The Beijing facility opened its doors on October 2008 with more than 300 people involved in developing software products specifically designed for the Chinese market.

The process of closing down the center will reportedly continue through the end of the year.


Lay-offs have already started with about 300 people likely to face job cuts. Some 30 employees, the company said, will be relocated to the company’s headquarters in Northern California or to branch offices in India.


“We are committed to China as a long-term market, and will continue our sales presence nationally as always,” the company said in a statement released to the press.


The move, it said, “will not affect Adobe’s overall level of investment in R&D and is not an indication of financial performance in China or worldwide.”


Adobe did say it would, however, maintain its Chinese sales offices in Shanghai, Beijing, Guangzhou, Shenzhen, Hong Kong.


The Silicon Valley-based company is just one of several US-based high-tech firms that have come under increasing scrutiny by the Chinese government over allegedly illegal business practices.


Microsoft and Qualcomm are currently being probed, while Adobe recently had its office in Beijing raided by Chinese officials as part of an “anti-monopoly investigation” aimed at its ‘Office’ suite of programs and ‘Windows’ operating system, which is used on the vast majority of computers in China.


The head of the government agency investigating Microsoft for what it calls “monopoly actions” said last month that the probe includes the way the US giant distributes its media player and browser.


Speculation by industry analysts draws a connecting line between the investigations by Beijing and the US government’s indictment earlier this year of five members of a Chinese military unit for allegedly hacking into the computer systems of several major US companies to steal trade secrets – a charge the Chinese government vehemently denies.



GlobalLogic Opens New Facility in Slovakia

San Jose, CA – GlobalLogic recently opened the doors at its new engineering center in Kosice, Slovakia.

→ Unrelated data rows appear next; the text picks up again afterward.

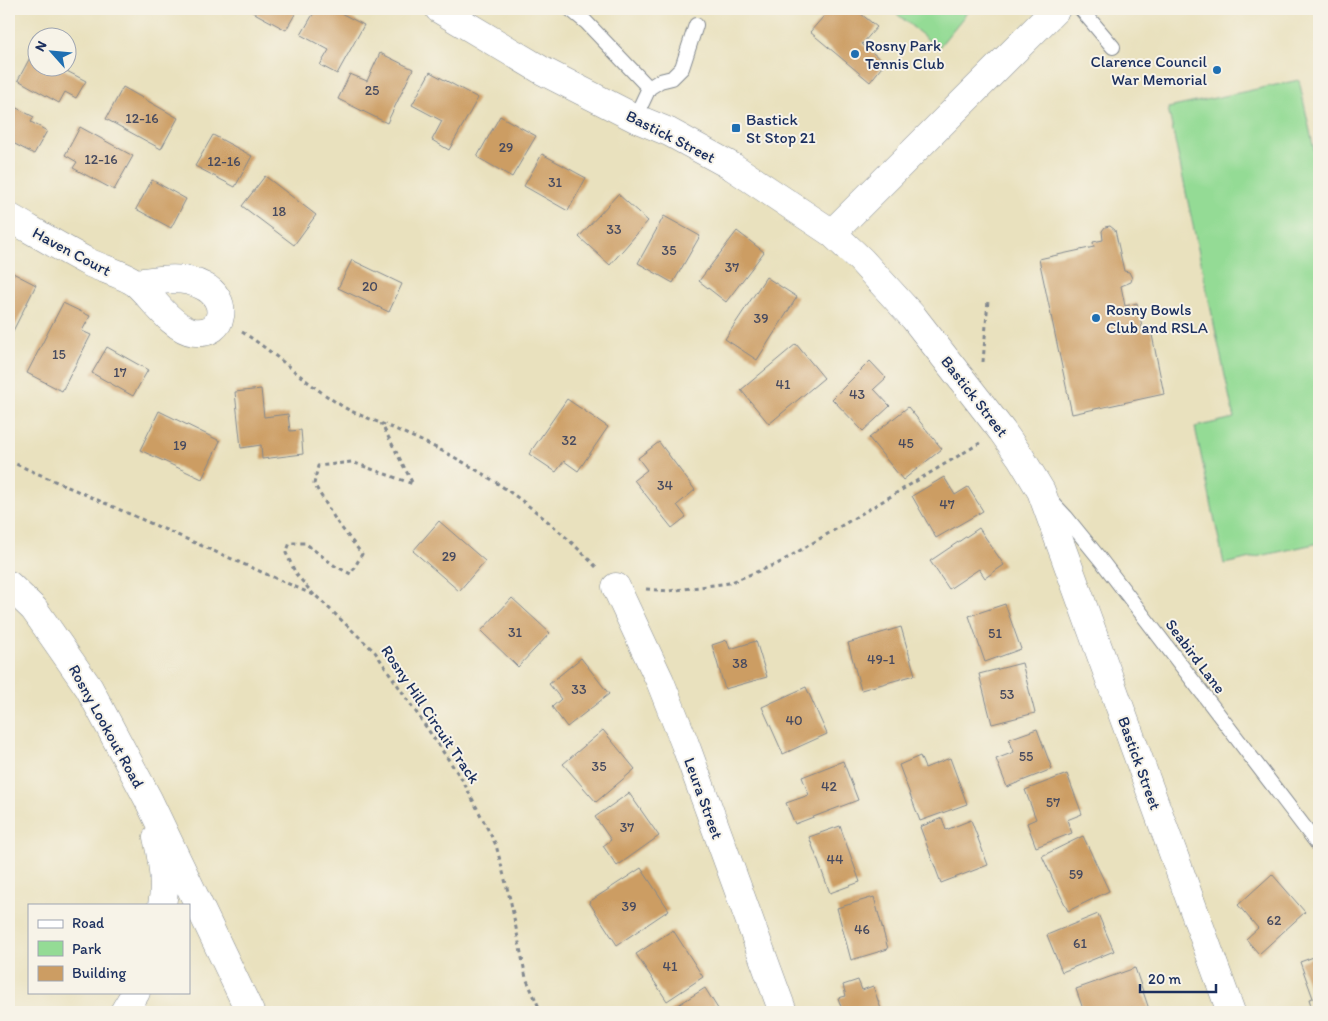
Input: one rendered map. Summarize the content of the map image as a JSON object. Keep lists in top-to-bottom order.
{
  "streets": {
    "street": [
      "Bastick Street",
      "Haven Court",
      "Rosny Lookout Road",
      "Leura Street"
    ],
    "lane": ["Seabird Lane"],
    "path": ["Rosny Hill Circuit Track"]
  },
  "crossings": [
    ["Bastick Street", "Seabird Lane"]
  ],
  "places": {
    "other": ["Rosny Park Tennis Club", "Clarence Council War Memorial", "Rosny Bowls Club and RSLA"],
    "transit": ["Bastick St Stop 21"]
  },
  "house_numbers": [
    "25",
    "12-16",
    "29",
    "12-16",
    "12-16",
    "31",
    "18",
    "33",
    "35",
    "37",
    "20",
    "39",
    "15",
    "17",
    "41",
    "43",
    "32",
    "45",
    "19",
    "34",
    "47",
    "29",
    "31",
    "51",
    "49-1",
    "38",
    "33",
    "53",
    "40",
    "55",
    "35",
    "42",
    "57",
    "37",
    "44",
    "59",
    "39",
    "62",
    "46",
    "61",
    "41"
  ],
  "legend": ["Road", "Park", "Building"],
  "scale_bar": "20 m",
  "north": "top left"
}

The new R&D innovation center in what is commonly referred to as the “Silicon Valley” of Europe “will provide more opportunities for the growth of the company, its customers and global product development,” the company said.

As a member of the EU, and its close proximity to the US and Europe, Slovakia, it added, “is considered one of the most rapidly growing economies in Europe and has a strong focus on R&D and innovation in the technology sector.”

Headquartered in San Jose, California, and McLean, Virginia, GlobalLogic was founded in 2000 and operates design and engineering centers in the UK, India, China, Ukraine, Argentina, Israel and Chile.

The company works with both start-ups and industry leaders, including many of the world’s top hardware, software, and consumer brands.



TRW Automotive Opens New China Tech Center

Livonia, MI – TRW Automotive Holdings Corp. has opened its largest ever Technical Center – a 200,000 square foot facility – in Anting, China.

The facility houses more than 20 scientific testing labs supporting all of TRW’s main business areas including braking, steering and suspension, occupant safety and safety electronics, will employ more than 1,200 members of engineering, research and technical staff.

The new Anting Technical Center will also house research & development, engineering design & application, and testing & validation activities across all of TRW’s product lines, as well as providing customers with direct access to technical and commercial services, the company said.

With 2013 sales of $17.4 billion, TRW Automotive operates in 24 countries and employs approximately 65,000 people worldwide.

The company’s products include integrated vehicle control and driver assist systems, braking systems, steering systems, suspension systems, occupant safety systems (seat belts and airbags), electronics, engine components, fastening systems and aftermarket replacement parts and services.